Pony's face softened, his eyes moving to the window to see his middle brother smiling, something he definitely hadn't done the previous night. "You're protecting him. Even after what he said, you still are."

"Well, yeah. One bad moment doesn't erase fourteen years of friendship."

"I know. That's kind of the gist of something I said to Soda last night too."

Steve could see that Pony had deflated in the last couple of minutes, the annoyance he'd displayed giving way to something akin to sadness. "All right. Level with me here, Pony. What's really going on with you? You're not asking the questions you are for no reason. There's something else underneath you acting like you're mad about me and Soda having issues and the fact that we've been able to work through them. I know you don't want Soda to hurt more or for us to stop being friends, so what's behind this?"

Pony's gaze shifted back to Steve, the teen letting their eyes meet and finding that curiosity dominated the older man's expression as he waited for a reply. "You and Soda are never supposed to forget what you mean to each other. 'Cause that's when bad things happen. That's how it gets out of control."

"So you think we ought to have to work harder because we did something bad by fighting? Is that it?"

"Yeah. Pretty much."

"We should be punished then?"

"I wouldn't put it like that. It sounds too harsh." Pony looked away from Steve as he contemplated precisely where his thoughts and feelings had come from, the memories flashing through his mind in a way that he was sure Steve would empathize with if he dared to go into detail. "But this is how people die. And that's something you and Soda already know. Ya'll saw the same things I did. Maybe even more."

Steve sighed as he realized that he could hardly argue with Pony's surface logic. They had indeed seen fights lead to deaths, had witnessed conflict become much more devastating than it had the right to be. "Yeah, we did. But all of that doesn't mean our one fight would be tragic. The fact is it wasn't, and my relationship with Soda is nothing like the ones you're looking back at right now, Kid. It's not volatile, and we don't have problems all the time. Plus, we didn't do anything reckless to deal with it."

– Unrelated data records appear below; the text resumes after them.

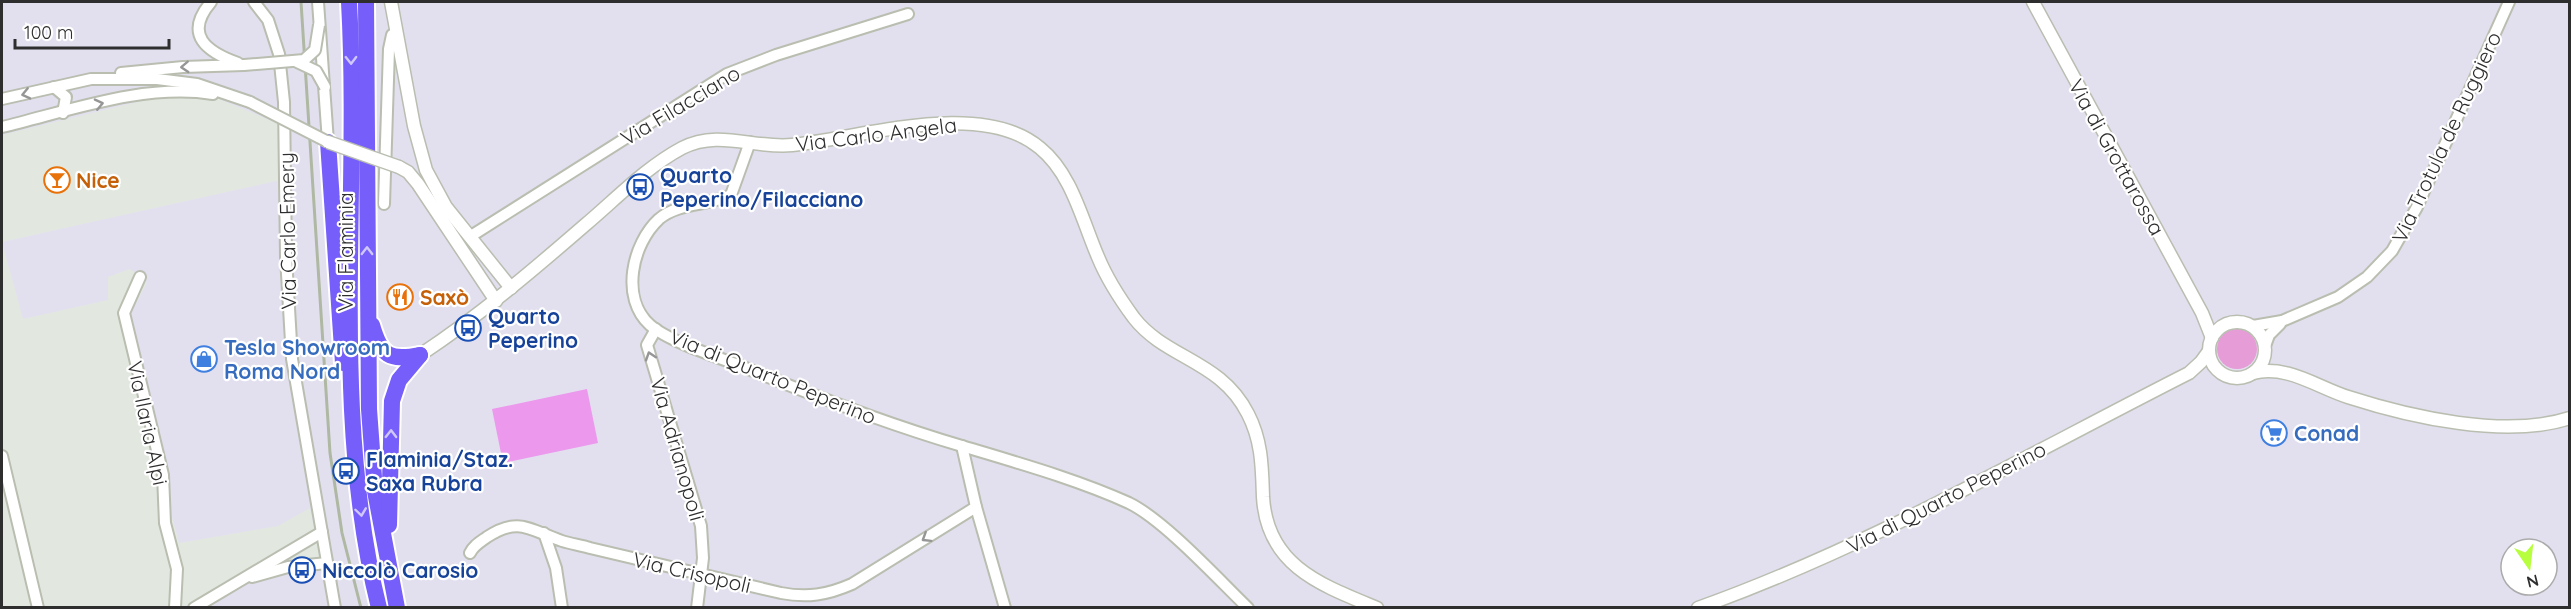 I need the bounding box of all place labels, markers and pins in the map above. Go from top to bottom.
place label: Quarto Peperino/Filacciano [660,162,863,212]
bar icon: Nice [42,165,72,195]
place label: Nice [76,167,120,193]
bus stop icon: Quarto Peperino/Filacciano [625,172,655,202]
restaurant icon: Saxò [385,282,415,312]
place label: Saxò [420,284,469,310]
place label: Quarto Peperino [488,303,578,353]
bus stop icon: Quarto Peperino [453,313,483,343]
place label: Tesla Showroom Roma Nord [224,334,390,384]
shop icon: Tesla Showroom Roma Nord [189,344,219,374]
supermarket icon: Conad [2259,418,2289,448]
place label: Conad [2294,420,2359,446]
place label: Flaminia/Staz. Saxa Rubra [366,446,513,496]
bus stop icon: Flaminia/Staz. Saxa Rubra [331,456,361,486]
bus stop icon: Niccolò Carosio [287,555,317,585]
place label: Niccolò Carosio [322,557,478,583]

"Fighting is reckless, in case you haven't noticed."

Even though Steve saw that Pony's irritation was returning, he bit back a retort that would remind the teen he'd been right at the center of many fights and disagreements. "No, it's not. Physical fights are reckless, sure, but a verbal one is just a product of an issue that needs to be solved or dealt with between people. Or maybe a symptom of something they should address before it gets too out of hand."

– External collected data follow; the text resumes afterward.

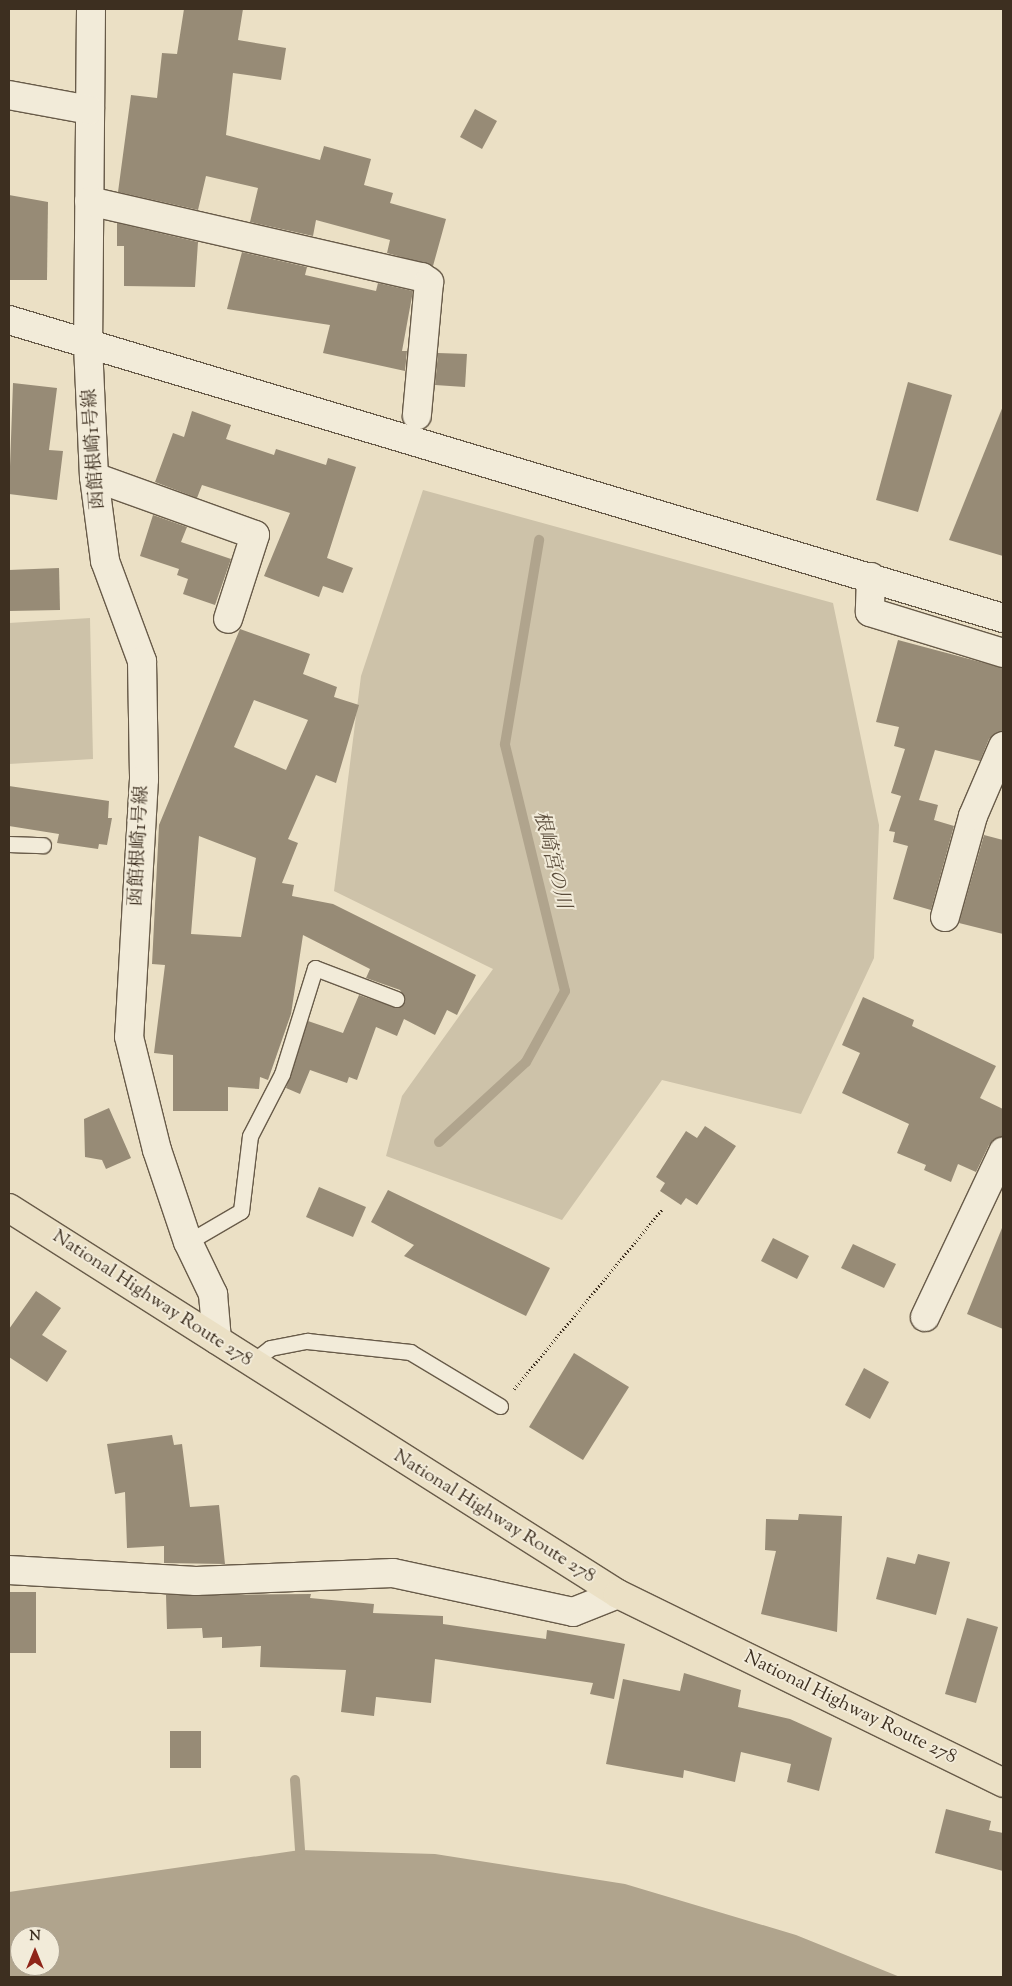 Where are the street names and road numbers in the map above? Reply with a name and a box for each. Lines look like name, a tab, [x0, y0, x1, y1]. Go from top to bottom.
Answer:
street label: 函館根崎1号線	[79, 388, 111, 510]
street label: 函館根崎1号線	[125, 785, 155, 907]
street label: National Highway Route 278	[48, 1226, 256, 1372]
street label: National Highway Route 278	[389, 1445, 599, 1589]
street label: National Highway Route 278	[740, 1647, 960, 1769]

"Is that what it was for you and Soda? A symptom?"

"Yeah. It let us know things weren't completely right."

"But are they now?"

Steve finally saw what Pony was really seeking, the anger nothing but a facade that was meant to disguise the brokenness in a kid who'd seen too much and had come to rely on the friends and family he had left for security. "Yes. We're okay, Kid, and don't worry. I'm not going anywhere, and neither is your brother. We sure as hell ain't dying."

"You can't know that. Anything could happen. You could get in another fight, then your friendship could be over forever and then something might happen to one of you or-"

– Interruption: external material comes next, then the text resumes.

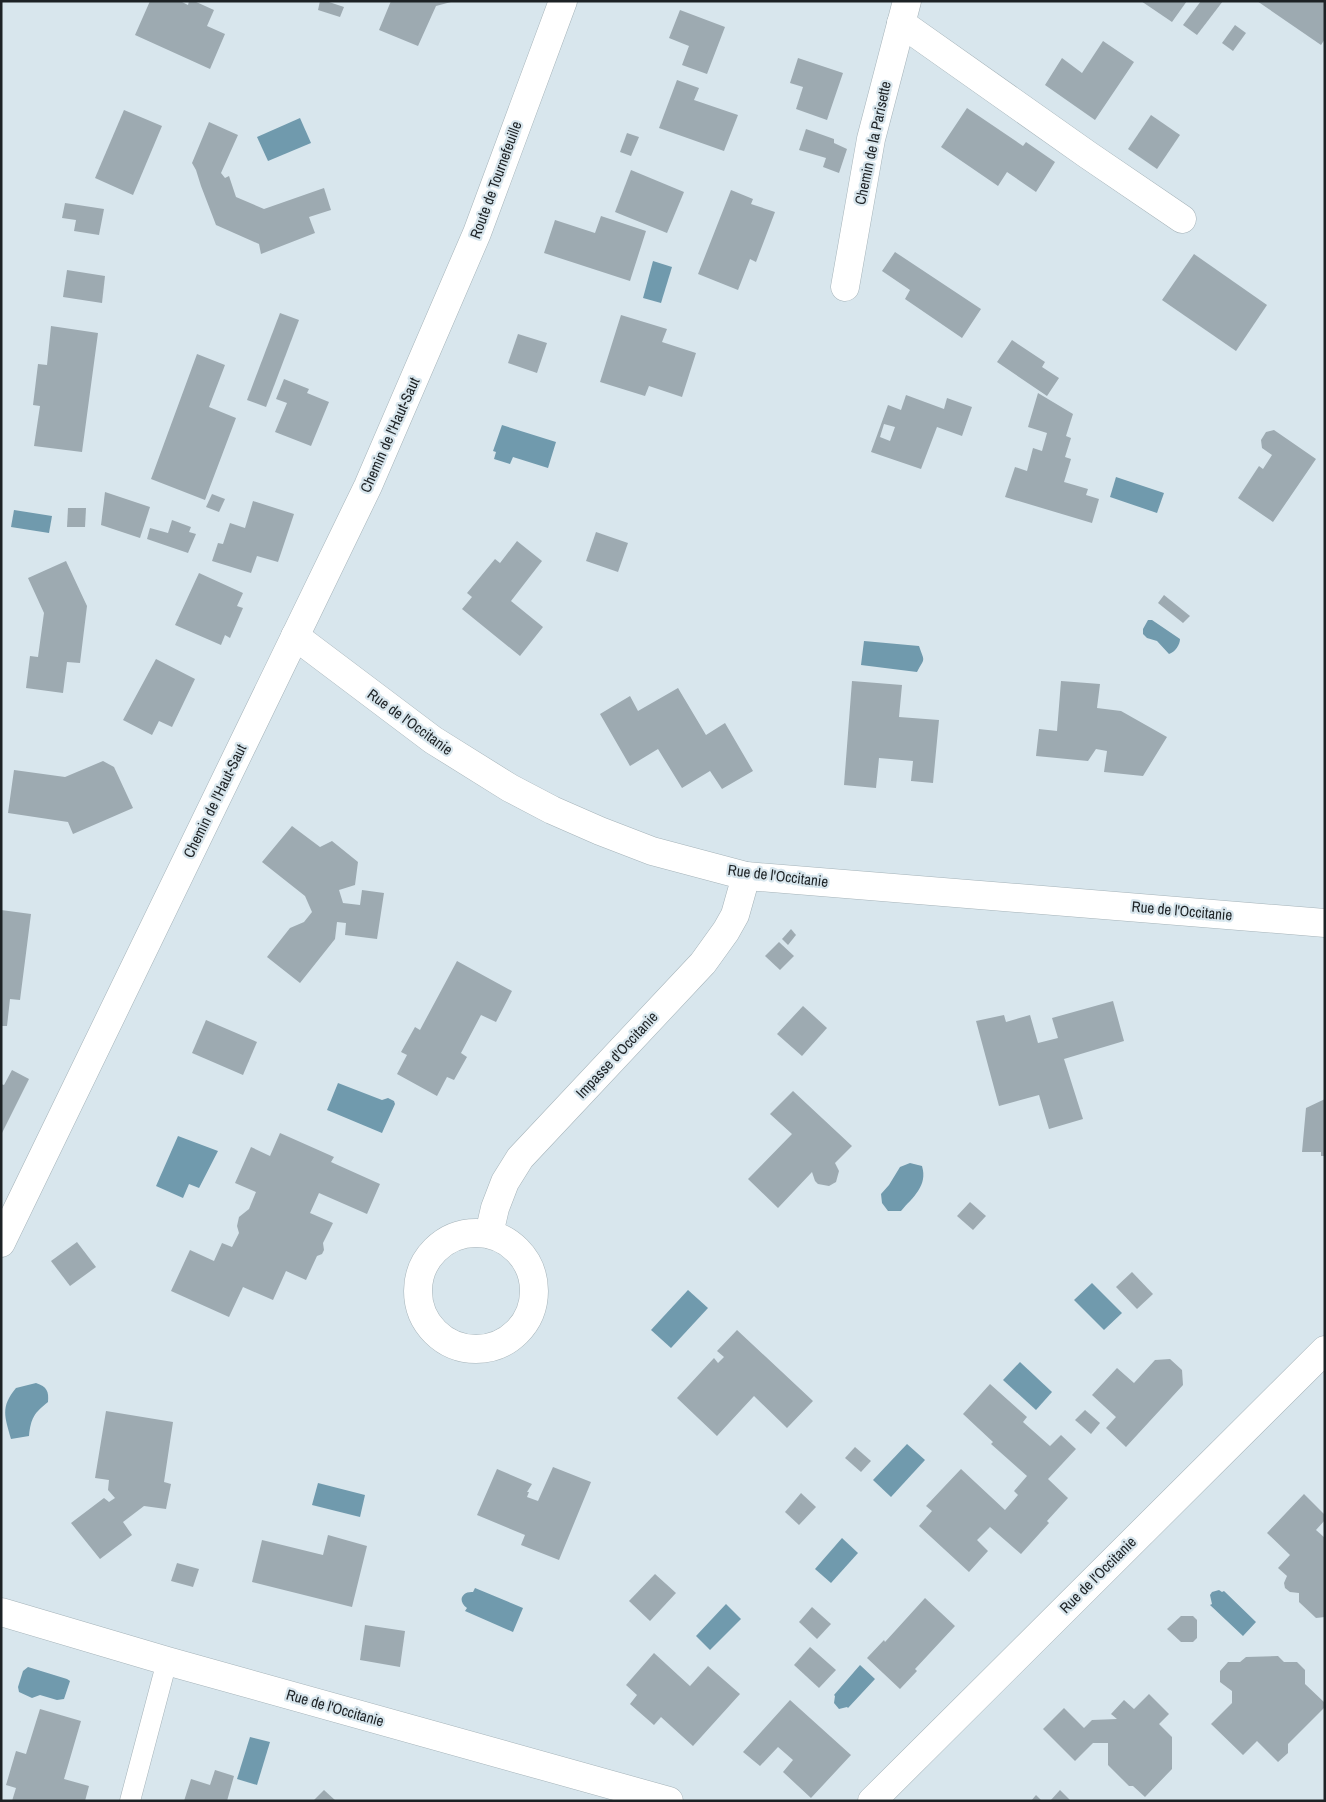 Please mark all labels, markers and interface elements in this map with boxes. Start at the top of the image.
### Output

"Pony." Steve laid a hand on his best friend's little brother's shoulder, having not expected the spiral Pony was taking into the world of anxious thoughts. "Nothing is happening to us, and even two fights wouldn't mean our friendship is over. Man, you and Soda sure do think a lot alike, by the way. Ittook a lot for me to get him to stop thinking of the worst-case scenario with us. He was taking things really hard."

Pony agreed, having seen the state Soda had been in the night before, his middle brother practically falling apart at the seams as he tried to cope. "Steve, if he'd needed you, would you have come back last night? I mean, like if he'd really needed your help the way he has before, would you still have come here for him, even though you were upset?"

Steve didn't hesitate as he caught on to where Pony's head had gone, completely sure of the action he'd have taken regardless of his need for space and time. "Absolutely, Kid. If you're talking about what I think you are, I would've shown up in a heartbeat 'cause Soda can always count on me in an emergency."